A Pew study last year showed that 69% of all self-identified Catholics said they believed the bread and wine used at Mass are not Jesus, but instead “symbols of the body and blood of Jesus Christ.” The other 31% believed in the real presence of Jesus in the Eucharist, known as transubstantiation.


“Still, one in five Catholics — 22% — reject the idea of transubstantiation, even though they know about the church’s teaching,” Smith said. 43% of Catholics believe that the bread and wine are symbolic and also that this reflects the position of the Church.Hispanic Catholics believe in it less than whites, and women believe in it less than men.

In a 1994 article in The New York Times, religion correspondent Peter Steinfels reported the following: “Yet when a representative sample of American Catholics were asked which statement came closest to ‘what you believe takes place at mass,’ only 1 out of 3 chose ‘the bread and wine are changed into Christ’s body and blood’.” In other words, the percentage of U.S. Catholics who expressed a belief in the Eucharist that entirely lines up with the Catholic Church’s teaching on transubstantiation has not changed at all in a quarter of a century.

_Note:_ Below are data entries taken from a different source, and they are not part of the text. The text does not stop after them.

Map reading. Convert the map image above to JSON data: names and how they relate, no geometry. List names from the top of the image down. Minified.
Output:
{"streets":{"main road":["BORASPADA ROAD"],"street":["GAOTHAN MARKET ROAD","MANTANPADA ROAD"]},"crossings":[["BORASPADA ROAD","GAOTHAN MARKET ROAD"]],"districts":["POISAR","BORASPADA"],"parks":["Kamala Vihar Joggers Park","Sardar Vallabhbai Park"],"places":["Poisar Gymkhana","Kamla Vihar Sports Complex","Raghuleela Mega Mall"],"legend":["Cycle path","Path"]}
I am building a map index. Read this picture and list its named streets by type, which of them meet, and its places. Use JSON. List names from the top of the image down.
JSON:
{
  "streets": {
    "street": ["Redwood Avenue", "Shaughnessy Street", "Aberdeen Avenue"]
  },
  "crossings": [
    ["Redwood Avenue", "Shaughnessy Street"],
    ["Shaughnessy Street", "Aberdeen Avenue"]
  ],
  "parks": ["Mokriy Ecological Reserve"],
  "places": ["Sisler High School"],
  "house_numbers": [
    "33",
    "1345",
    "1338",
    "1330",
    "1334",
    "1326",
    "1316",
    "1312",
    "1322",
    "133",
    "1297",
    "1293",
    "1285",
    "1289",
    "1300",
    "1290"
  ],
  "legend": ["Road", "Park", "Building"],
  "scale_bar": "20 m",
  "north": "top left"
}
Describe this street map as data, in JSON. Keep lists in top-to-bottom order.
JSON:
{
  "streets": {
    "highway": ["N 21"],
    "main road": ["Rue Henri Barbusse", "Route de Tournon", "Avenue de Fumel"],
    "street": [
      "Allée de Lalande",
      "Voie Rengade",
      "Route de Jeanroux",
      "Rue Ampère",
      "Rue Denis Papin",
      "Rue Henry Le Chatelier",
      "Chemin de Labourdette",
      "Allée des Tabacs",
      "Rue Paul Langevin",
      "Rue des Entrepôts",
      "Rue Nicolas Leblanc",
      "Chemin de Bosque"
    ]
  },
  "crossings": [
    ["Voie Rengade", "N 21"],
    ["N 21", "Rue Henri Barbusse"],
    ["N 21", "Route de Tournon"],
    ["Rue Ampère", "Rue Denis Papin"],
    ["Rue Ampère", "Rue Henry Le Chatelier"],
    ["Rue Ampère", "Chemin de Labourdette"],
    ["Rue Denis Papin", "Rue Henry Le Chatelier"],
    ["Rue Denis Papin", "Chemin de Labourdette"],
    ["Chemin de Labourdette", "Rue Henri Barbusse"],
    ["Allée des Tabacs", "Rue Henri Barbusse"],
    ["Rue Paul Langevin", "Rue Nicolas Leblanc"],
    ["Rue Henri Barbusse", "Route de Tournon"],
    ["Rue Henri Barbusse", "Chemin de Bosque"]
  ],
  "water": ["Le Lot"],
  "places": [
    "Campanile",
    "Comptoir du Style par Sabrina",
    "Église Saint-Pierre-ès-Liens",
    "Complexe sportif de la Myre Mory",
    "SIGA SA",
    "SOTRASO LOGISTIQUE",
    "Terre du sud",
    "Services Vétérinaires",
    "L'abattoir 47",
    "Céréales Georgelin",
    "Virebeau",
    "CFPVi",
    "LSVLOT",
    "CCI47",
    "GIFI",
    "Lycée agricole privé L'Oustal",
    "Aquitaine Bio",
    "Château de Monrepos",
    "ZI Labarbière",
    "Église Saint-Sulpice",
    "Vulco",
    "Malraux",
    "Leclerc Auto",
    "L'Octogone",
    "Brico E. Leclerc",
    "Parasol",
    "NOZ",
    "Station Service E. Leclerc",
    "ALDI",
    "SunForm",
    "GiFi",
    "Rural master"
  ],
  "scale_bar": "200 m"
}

How can someone sit in the pew week after week and never know what we believe is happening right in front of us? I’ve heard how religious ed can sometimes be a joke, but for people to not even know the basics of the faith is beyond neglect. Then some even know what the Church teaches, rejects it, and receives the Eucharist. At least they are aware, though that puts them in a more morally precarious spot.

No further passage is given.